The exact lines of the listing, from its first through the line that contains "position:absolute; left:384px; top:12px;", are to make up the answer, and pictures are to be left out.

── Provided information ──

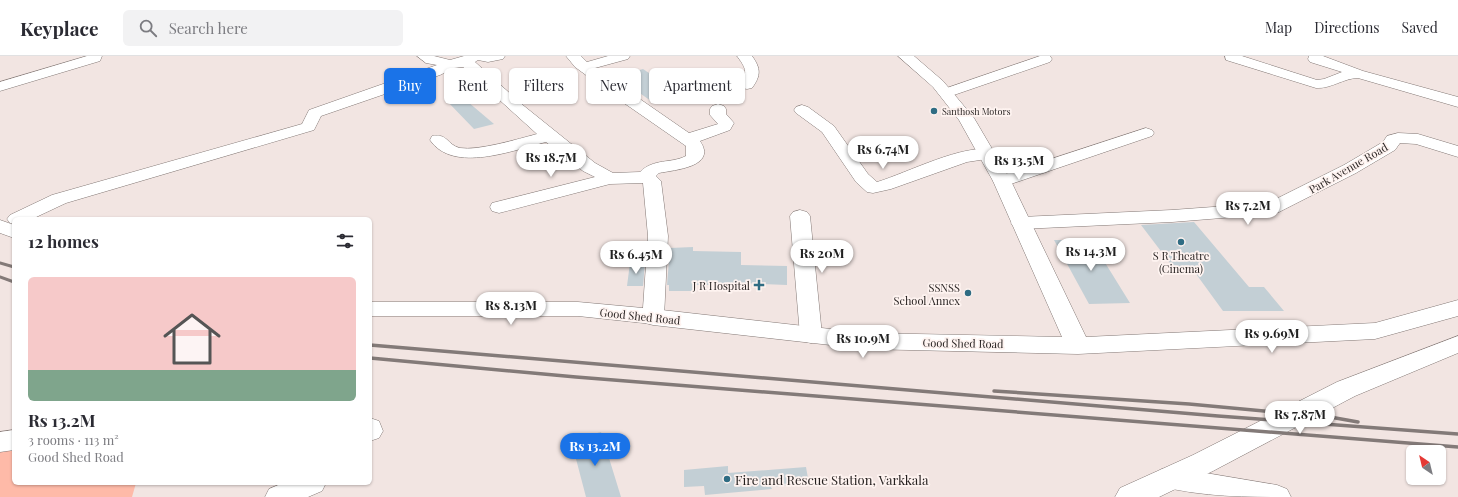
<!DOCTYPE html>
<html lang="en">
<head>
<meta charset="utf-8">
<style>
	:root { --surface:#fff; --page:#f2f2f3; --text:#2b2b33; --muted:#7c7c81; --line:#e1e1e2; --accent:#1a73e8 }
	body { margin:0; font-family:"Playfair Display",serif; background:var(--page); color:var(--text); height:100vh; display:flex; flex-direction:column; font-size:15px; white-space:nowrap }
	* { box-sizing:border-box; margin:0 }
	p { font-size:13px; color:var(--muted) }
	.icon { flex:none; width:22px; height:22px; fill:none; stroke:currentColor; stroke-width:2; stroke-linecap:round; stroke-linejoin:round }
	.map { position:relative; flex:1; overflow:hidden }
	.drawer { position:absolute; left:12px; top:161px; width:360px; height:268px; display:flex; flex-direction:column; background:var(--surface); border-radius:6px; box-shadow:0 1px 3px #0004 }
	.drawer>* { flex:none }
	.hud { position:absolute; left:384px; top:12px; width:380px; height:36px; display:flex; gap:8px }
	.needle { width:26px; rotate:325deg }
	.buttons { position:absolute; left:1406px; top:389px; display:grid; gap:8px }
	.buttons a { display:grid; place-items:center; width:40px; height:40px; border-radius:6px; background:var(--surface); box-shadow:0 1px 3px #0004; font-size:20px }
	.price { position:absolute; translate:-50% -34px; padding:0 9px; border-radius:14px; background:#fff; color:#222; font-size:13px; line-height:26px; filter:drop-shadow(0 1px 2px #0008) }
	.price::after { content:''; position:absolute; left:50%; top:24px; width:12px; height:9px; margin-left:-6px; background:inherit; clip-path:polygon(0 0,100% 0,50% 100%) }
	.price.on { background:var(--accent); color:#fff }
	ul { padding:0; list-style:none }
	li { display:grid; align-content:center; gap:8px; height:212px; padding:0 16px }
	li+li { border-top:1px solid var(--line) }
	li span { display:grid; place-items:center; height:124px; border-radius:6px; color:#555 }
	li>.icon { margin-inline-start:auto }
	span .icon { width:72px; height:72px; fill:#fffc; stroke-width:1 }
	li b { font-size:17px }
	h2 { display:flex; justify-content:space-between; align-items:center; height:48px; padding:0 16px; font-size:17px }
	.tag { padding:0 14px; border-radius:6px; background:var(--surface); box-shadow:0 1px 3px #0004; font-size:14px; line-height:36px }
	.tag.on { background:var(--accent); color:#fff }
	header { display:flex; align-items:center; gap:24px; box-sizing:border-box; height:56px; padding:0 20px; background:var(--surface); border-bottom:1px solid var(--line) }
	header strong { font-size:19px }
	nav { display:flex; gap:22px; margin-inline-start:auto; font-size:14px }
	.search { width:280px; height:36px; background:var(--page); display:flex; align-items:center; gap:10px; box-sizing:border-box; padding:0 14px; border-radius:6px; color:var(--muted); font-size:15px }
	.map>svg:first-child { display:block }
</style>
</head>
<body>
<header>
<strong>Keyplace</strong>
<div class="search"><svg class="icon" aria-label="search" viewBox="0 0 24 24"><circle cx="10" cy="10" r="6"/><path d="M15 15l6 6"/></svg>Search here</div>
<nav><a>Map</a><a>Directions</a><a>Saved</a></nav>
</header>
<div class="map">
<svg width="1458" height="441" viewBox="0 0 1458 441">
	<rect width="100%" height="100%" fill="#f2e5e2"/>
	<!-- green -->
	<path fill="#febaa8" d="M14,393V427H136L132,441H0V394Z"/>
	<!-- building -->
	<path fill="#c3cfd5" d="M643,13L676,35L651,45L617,21Z
		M461,40L494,68L474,73L446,44Z
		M1194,166L1249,231H1264L1284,255H1223L1191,211H1173L1141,169Z
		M1054,184H1091L1130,247L1089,248Z
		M693,191V195L741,196V209L787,210V229L741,227V229H693L694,235H669V229H667L670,192Z
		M630,207H645L643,230H627Z
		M601,376L621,441H586L571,384Z
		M728,410V417L806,411L809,428L771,431L772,433L705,439L704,430L684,431V414Z"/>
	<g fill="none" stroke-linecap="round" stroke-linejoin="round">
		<defs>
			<path id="minor" d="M87,0H102L100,5L0,35V26Z
				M417,0H434L450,4L464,0H505L503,3L488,6L478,4L475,6L524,50L595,107L613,117L640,116C654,102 670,108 686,100V90L624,47L575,11L566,0H581L587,6L608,0H630L628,3L595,12L689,77L718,68L710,59V53L712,50L718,48L724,50L726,53V58L734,67L730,74L700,85C718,111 674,114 659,117L656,120L661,125L668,180L664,261L661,266L653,268L578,260H370V246H578L643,252L648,180L643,127L610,128L499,157L492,155L490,151L492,147L595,121L583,115L546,86C514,94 453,118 430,84L432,80C448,77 447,89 460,92C478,95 518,83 537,78L463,11L454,12L440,19L321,60L314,74L66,147L32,163H14V168L10,167L7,163L10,159L52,139L302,68L309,54L437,9L426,7Z
				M737,0H752C761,12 761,20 752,32L747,33L742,32L740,29C749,16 745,11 737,0Z
				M1040,0H1050L1052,3L1050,6L951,40L946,42L941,40L938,37L941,34Z
				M1225,0H1242L1317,24L1324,23L1342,16L1310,6L1308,3L1309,0H1323L1363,15L1458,41V51L1358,22C1344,22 1331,33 1316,32L1226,4Z
				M802,49L808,51L834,70L868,118L877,126C907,117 964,87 993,94L996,98L993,102L967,106L891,133L873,137L867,136L856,126L822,76L796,57L794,54L796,51Z
				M1146,72L1152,74L1154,77L1152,80L1008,129L1002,130L996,129L993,125L996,121Z
				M1398,77L1418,78L1458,90V101L1416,88L1400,87L1395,94L1356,117L1279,156L1272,158L1172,166L1021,173L1014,171L1011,167L1014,163L1021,161L1172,154L1268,147L1344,109L1383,86L1387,80Z
				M800,154L807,156L810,160L822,279L819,285L811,287L803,285L800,279L790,160L793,156Z
				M0,164L14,169V182L0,177Z
				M370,362L379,365L383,375L379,382L370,385Z
				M14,374V394L0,396V376Z
				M1170,411L1277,429L1287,433L1291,441C1247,441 1202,441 1160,430L1156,422L1160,414Z
				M283,427H326L322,435L308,441H265L269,433Z"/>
			<path id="major" d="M898,0H914L943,25L974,62L1011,125L1086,281L1375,267L1458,244V260L1375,283L1078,298L866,293L653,269L645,267L641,261L645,255L653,253L866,277L1062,281L993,125L959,64L933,31Z
				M1458,280V297L1355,340L1213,415L1159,441H1115L1120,432L1193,399L1337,326Z"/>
		</defs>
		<!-- minor casing -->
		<use href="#minor" stroke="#837875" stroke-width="1"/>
		<!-- major casing -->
		<use href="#major" stroke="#837875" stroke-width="1"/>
		<!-- minor -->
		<use href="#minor" fill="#fff" fill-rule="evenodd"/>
		<!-- major -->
		<use href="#major" fill="#fff" fill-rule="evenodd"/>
		<!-- rail-far1 -->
		<path stroke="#837a78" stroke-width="3" d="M0,207L14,211
			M0,221L14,226"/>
		<!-- rail -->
		<path stroke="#837a78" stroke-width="3.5" d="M370,289L1218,360L1458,378
			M370,302L576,321L1458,391
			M994,335L1189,348L1330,361L1358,366"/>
	</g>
	<!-- markers -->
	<g fill="#2f6c83" stroke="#fef3f0" stroke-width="1.5">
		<circle cx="934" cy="55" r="4"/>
		<circle cx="1181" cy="186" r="4"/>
		<path d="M757 223h4v4h4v4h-4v4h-4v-4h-4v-4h4z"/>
		<circle cx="968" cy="237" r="4"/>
		<circle cx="727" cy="423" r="4"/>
	</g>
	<g text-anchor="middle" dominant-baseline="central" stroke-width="3.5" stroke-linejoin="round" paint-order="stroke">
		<!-- far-poi labels -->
		<g font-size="9" fill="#241f1e" stroke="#fef3f0" text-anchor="start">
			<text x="942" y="55">Santhosh Motors</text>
		</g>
		<!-- street labels -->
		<g font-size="11" fill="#241f1e" stroke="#fef3f0">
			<text transform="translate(1348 112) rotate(-30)">Park Avenue Road</text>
			<text transform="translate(640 260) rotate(6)">Good Shed Road</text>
			<text transform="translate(963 287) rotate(1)">Good Shed Road</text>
		</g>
		<!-- poi labels -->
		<g font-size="11" fill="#241f1e" stroke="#fef3f0" text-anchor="end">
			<text x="1181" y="199" text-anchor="middle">S R Theatre<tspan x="1181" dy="13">(Cinema)</tspan></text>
			<text x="750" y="229">J R Hospital</text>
			<text x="960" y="231">SSNSS<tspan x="960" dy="13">School Annex</tspan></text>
		</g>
		<!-- near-poi labels -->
		<g font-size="13" fill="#241f1e" stroke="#fef3f0" text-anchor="start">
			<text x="735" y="423">Fire and Rescue Station, Varkkala</text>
		</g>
	</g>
</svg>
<div class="buttons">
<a><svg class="needle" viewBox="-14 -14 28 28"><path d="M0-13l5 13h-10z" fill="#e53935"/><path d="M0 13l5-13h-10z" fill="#7c7c81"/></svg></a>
</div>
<b class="price" style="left:883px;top:114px">Rs 6.74M</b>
<b class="price" style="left:551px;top:122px">Rs 18.7M</b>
<b class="price" style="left:1019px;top:125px">Rs 13.5M</b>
<b class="price" style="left:1248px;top:170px">Rs 7.2M</b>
<b class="price" style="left:1091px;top:216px">Rs 14.3M</b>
<b class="price" style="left:822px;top:218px">Rs 20M</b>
<b class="price" style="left:636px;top:219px">Rs 6.45M</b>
<b class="price" style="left:511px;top:270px">Rs 8.13M</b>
<b class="price" style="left:1272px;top:298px">Rs 9.69M</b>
<b class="price" style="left:863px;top:303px">Rs 10.9M</b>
<b class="price" style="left:1300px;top:379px">Rs 7.87M</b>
<b class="price on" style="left:595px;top:411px">Rs 13.2M</b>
<div class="hud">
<a class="tag on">Buy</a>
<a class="tag">Rent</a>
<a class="tag">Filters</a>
<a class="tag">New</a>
<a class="tag">Apartment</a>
</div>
<section class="drawer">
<h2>12 homes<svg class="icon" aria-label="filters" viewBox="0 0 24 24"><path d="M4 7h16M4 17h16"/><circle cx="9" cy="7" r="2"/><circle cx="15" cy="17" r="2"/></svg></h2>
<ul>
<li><span style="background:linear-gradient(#f6c9c9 75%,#7fa58c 0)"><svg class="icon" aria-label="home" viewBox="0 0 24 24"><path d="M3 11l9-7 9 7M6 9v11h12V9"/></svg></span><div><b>Rs 13.2M</b><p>3 rooms · 113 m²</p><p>Good Shed Road</p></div></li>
</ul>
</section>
</div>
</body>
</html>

───

• Output below:
<!DOCTYPE html>
<html lang="en">
<head>
<meta charset="utf-8">
<style>
	:root { --surface:#fff; --page:#f2f2f3; --text:#2b2b33; --muted:#7c7c81; --line:#e1e1e2; --accent:#1a73e8 }
	body { margin:0; font-family:"Playfair Display",serif; background:var(--page); color:var(--text); height:100vh; display:flex; flex-direction:column; font-size:15px; white-space:nowrap }
	* { box-sizing:border-box; margin:0 }
	p { font-size:13px; color:var(--muted) }
	.icon { flex:none; width:22px; height:22px; fill:none; stroke:currentColor; stroke-width:2; stroke-linecap:round; stroke-linejoin:round }
	.map { position:relative; flex:1; overflow:hidden }
	.drawer { position:absolute; left:12px; top:161px; width:360px; height:268px; display:flex; flex-direction:column; background:var(--surface); border-radius:6px; box-shadow:0 1px 3px #0004 }
	.drawer>* { flex:none }
	.hud { position:absolute; left:384px; top:12px; width:380px; height:36px; display:flex; gap:8px }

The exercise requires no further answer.